“En este catálogo de la opresión, la idea de igualdad juega un papel significativo, aunque ambiguo. La libertad es tan importante que todos deberían tenerla en la mayor proporción posible. Pero hay otra manera de considerar la igualdad: la igualdad es tan importante que no sólo la libertad, sino cualquier otra cosa buena debería poder gozarse sólo en la medida en que sea posible gozarla de manera igualitaria. En este último sentido, la igualdad se parece más a otros bienes que he mencionado (la gloria de la nación, el servicio a los dioses): es un bien que invalida el bien de las personas particulares, en tanto el bienestar de algunos se sacrifica en pos de ese bien, e incluso si lo que ocurre es que el bienestar de los demás no se incrementa. Esta situación exige nivelar hacia abajo (lastimar deliberadamente a algunas personas, y no ayudar a otras), si es que esa es la única manera de acercarse a la igualdad.

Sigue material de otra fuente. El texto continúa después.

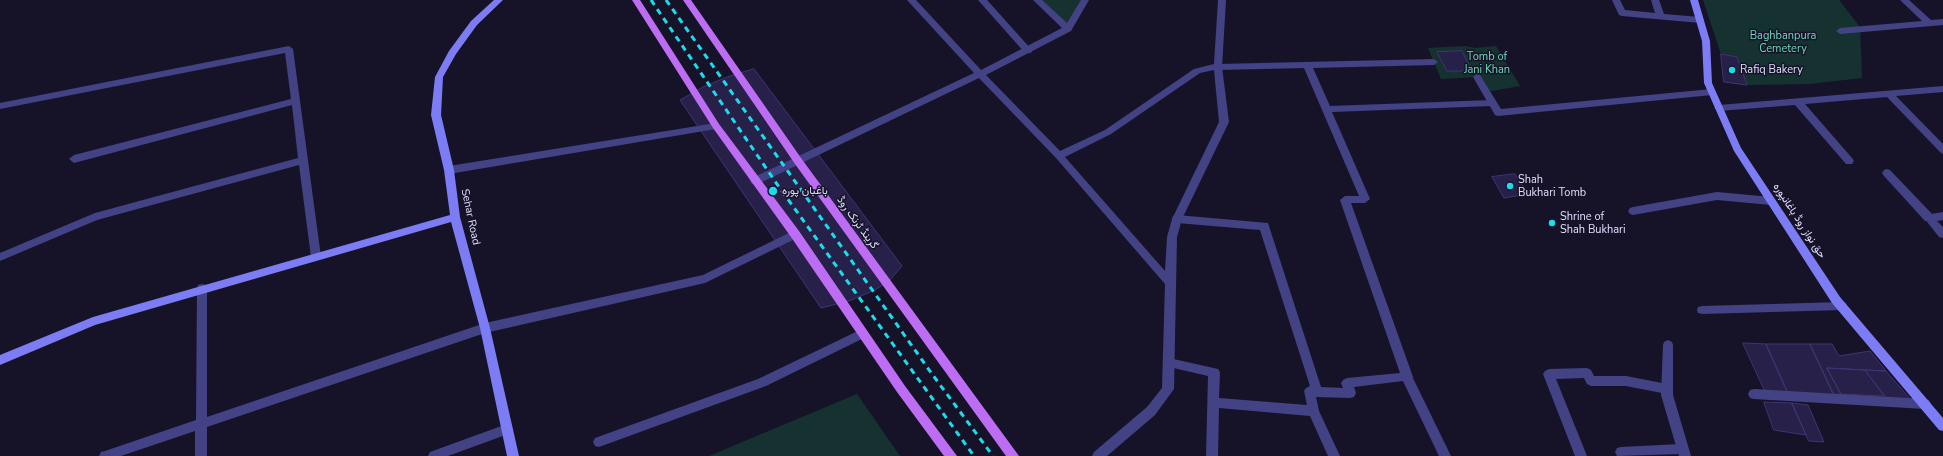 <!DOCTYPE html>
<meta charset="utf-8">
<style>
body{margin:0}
canvas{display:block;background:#161329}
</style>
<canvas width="1943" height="456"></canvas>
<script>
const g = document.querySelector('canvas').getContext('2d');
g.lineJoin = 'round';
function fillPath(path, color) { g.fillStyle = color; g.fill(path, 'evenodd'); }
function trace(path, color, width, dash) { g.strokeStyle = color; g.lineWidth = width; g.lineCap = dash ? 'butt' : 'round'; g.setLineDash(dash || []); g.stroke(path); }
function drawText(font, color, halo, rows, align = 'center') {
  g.font = font + ' "Nunito Sans",Vazirmatn,sans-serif'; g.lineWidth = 3; g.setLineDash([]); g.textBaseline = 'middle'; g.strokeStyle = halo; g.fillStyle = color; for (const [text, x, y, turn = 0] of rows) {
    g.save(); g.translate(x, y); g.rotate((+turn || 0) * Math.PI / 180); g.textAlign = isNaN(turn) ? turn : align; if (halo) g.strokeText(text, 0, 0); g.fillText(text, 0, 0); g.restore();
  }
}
fillPath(new Path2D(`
 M1037 0H1085L1068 29Z
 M1703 0H1839L1860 27 1862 78 1809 84 1747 85 1737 57 1721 54Z
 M1465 46 1476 48 1496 46 1520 86 1486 92 1477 77 1441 79 1428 48Z
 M857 394 900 456H709Z`), '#163230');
const building = new Path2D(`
 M1462 51 1472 71H1447L1437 52Z
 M1721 54 1737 57 1747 85 1724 82Z
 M754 69 902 266 890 280 875 290 849 301 821 308 680 100 703 87 727 77Z
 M1515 174 1528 194 1504 198 1492 177Z
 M1743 343 1766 344 1788 393 1765 391Z
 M1766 344H1810L1834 395 1788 393Z
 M1810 344H1832L1839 356 1870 351 1886 371 1827 368 1841 394 1834 395Z
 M1827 368 1865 370 1884 396 1841 394Z
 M1865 370 1886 371 1911 400 1887 398Z
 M1764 402 1792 403 1806 435 1774 430Z
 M1792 403 1808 405 1824 442 1809 441Z`);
fillPath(building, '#272048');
trace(building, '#3f3472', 1);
fillPath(new Path2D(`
 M978 0H987L1031 49 1032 51 1031 53H1025Z
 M1434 59 1438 62 1434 65 1313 68 1330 106 1492 100 1497 103 1492 106 1332 112 1370 199 1365 203H1351L1413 377 1411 380 1354 387 1356 393 1354 397 1350 398 1316 397 1319 411 1340 456H1328L1310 416 1219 408 1218 456H1206L1208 376 1165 366 1164 363 1165 360 1169 358 1218 369 1220 372 1219 398 1307 405 1304 391 1306 388 1310 386 1260 230 1177 223 1173 222 1172 219 1173 216 1177 215 1268 223 1321 387 1343 388 1341 383 1343 380 1347 378 1400 373 1340 200 1345 196H1359L1304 68 1218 70 1214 67 1218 64Z
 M1887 169 1890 170 1933 215 1934 218 1933 221H1925L1884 176 1882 173 1884 170Z
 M1717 192 1771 197 1776 201 1771 205 1717 200 1633 215 1630 214 1628 211 1630 208 1633 207Z
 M1842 302 1846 303 1847 306 1846 309 1842 310 1702 314 1698 313 1697 310 1698 307 1702 306Z
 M1587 368 1591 370 1594 376H1626L1667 384 1671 386 1673 389 1671 392 1667 394 1626 386H1591L1587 384 1584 378 1556 379 1587 456H1575L1543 374 1545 371 1549 369Z
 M1681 444 1685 445 1687 449 1685 453 1681 454 1617 456 1615 452 1617 448 1621 447Z`), '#424284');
fillPath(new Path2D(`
 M907 0H916L981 70 1062 28 1033 0H1042L1067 23 1081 0H1089L1071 31 986 75 1060 151 1105 130 1194 69 1214 64 1218 0H1226L1222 67 1229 122 1182 219 1177 237 1174 389 1155 415 1107 456H1092L1094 452 1147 407 1162 388 1165 284 1056 158 979 78 758 184H752L750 181 752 178 974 73ZM1214 70 1219 122 1172 219 1167 237 1165 271 1065 157 1111 134 1200 73Z
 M1612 0H1620L1625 10 1655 13 1651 0H1659L1664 14 1700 17 1704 20 1700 23 1622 16 1619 15Z
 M1900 0H1909L1931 20 1943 19V25L1840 34 1836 31 1840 28 1922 21Z
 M289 46 293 49 321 257 320 260H312L311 257 299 165 97 220 0 261V253L95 213 298 158 292 105 74 163 69 159 74 155 291 99 285 53 0 109V103Z
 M1477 74 1480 75 1501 109 1712 89 1716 92 1712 95 1498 116 1495 115 1473 77Z
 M1943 86V92L1896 96 1943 144V154L1940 152 1887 97 1805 104 1852 158 1854 161 1852 164H1846L1795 105 1719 111 1714 108 1719 105Z
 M716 123 721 126 716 129 449 174 444 170 449 166Z
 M1943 212V220L1937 221 1943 227V238L1939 237 1924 218 1925 215Z
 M795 230 799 231 800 234 799 237 705 283 485 333 207 427V456H195V431L121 456H99L101 452 105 451 196 420 197 288 198 285 202 284 206 285 207 288V417L485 323 703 275Z
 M862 329 866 331 867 334 866 337 766 386 599 447 595 446 593 442 595 438 758 379Z
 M1668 340 1672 342 1673 345V395L1691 456H1679L1661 395 1663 345 1664 342Z
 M1407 372 1411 374 1451 456H1439L1401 377 1403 374Z
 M1754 389 1925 399 1929 400 1931 404 1929 408 1925 409 1754 399 1750 398 1748 394 1750 390Z
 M507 424 511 425 513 429 511 433 448 456H428L430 452Z`), '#424284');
fillPath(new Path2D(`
 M494 0H503L477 25 456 54 443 77 441 115 454 170 460 217 490 328 519 456H507L480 328 451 222 95 325 0 365V355L93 317 450 215 444 170 431 115 435 77 449 51 471 21Z
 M1690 0H1698L1710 41 1712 83 1741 148 1840 297 1943 418V431L1939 430 1832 303 1734 151 1704 83 1702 41Z`), '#7c7cf4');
fillPath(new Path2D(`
 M632 0H640L719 124 799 231 905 386 957 456H944L897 392 791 237 713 128Z
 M683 0H691L801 158 1019 456H1006L795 164Z`), '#bd6df3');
trace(new Path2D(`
 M651 0 779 187 974 456
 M666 0 932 374 993 456`), '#19ddec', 3, [6, 5]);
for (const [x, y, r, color] of [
 [1732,70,4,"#19ddec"],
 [1510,186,4,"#19ddec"],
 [773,191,5,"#19ddec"],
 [1552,223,4,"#19ddec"]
]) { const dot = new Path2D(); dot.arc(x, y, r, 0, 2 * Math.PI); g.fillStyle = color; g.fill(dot); trace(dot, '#161329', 1.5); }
drawText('11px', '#6ed8ba', '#161329', [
 ["Baghbanpura",1783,36],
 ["Cemetery",1783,49],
 ["Tomb of",1487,57],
 ["Jani Khan",1487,70]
]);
drawText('11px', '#e0ddfc', '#161329', [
 ["Rafiq Bakery",1740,70],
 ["Shah",1518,180],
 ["Bukhari Tomb",1518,193],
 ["باغبان پورہ",782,191],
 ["Shrine of",1560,217],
 ["Shah Bukhari",1560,230]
], 'left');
drawText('11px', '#e0ddfc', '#161329', [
 ["Sehar Road",470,217,78],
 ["حق نواز روڈ باغانپورہ",1799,221,57],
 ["گرینڈ ٹرنک روڈ",857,223,54]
]);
</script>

Ese era el proyecto de Pol Pot cuando vació las ciudades de Camboya de los habitantes más educados y más prósperos, a los que mató u obligó a retirarse hacia los campos; es como si la igualdad fuera una meta como la Gran Pirámide. La visión de la igualdad como una Gran Pirámide subordina los bienes particulares (el bienestar de los individuos) a esa única abstracción grandiosa”.
Charles Fried, La libertad moderna y los límites del gobierno
Benjamin Constant, ícono del pensamiento liberal y “apóstol de la libertad moderna”, sostuvo que “la libertad individual es la primera necesidad del hombre moderno”. Entre la larga cita de Charles Fried, intelectual orgánico –si se me permite este uso de un término gramsciano para hablar de un “honorable e independiente” jurista estadounidense– del establishment neoconservador forjado en la “gran década reaganiana”, y la programática definición de Constant se ha desplegado, como si hubiese encontrado su máxima destilación, el ideologema libertario que ha recorrido la historia de una nación capaz de transformar en sentido común planetario su particular y peculiar concepción de la vida en sociedad. Lo que acecha cuando se esgrime la causa de la igualdad es, siempre, el fantasma de Pol Pot. Contra esa locura totalitaria se levanta la “rebeldía libertaria” de los herederos de los padres fundadores y de Friedrich Hayek, el otro fundador austríaco pero del neoliberalismo que pasaría su posta a Milton Friedman y sus Chicago Boys. La alquimia de “bienes particulares” y de “bienestar de los individuos” constituye el escudo impenetrable de un espíritu forjado por quienes supieron construir una nación desde su más plena reivindicación de la libertad de cada persona-propietaria, incluso por encima de la propia idea de democracia.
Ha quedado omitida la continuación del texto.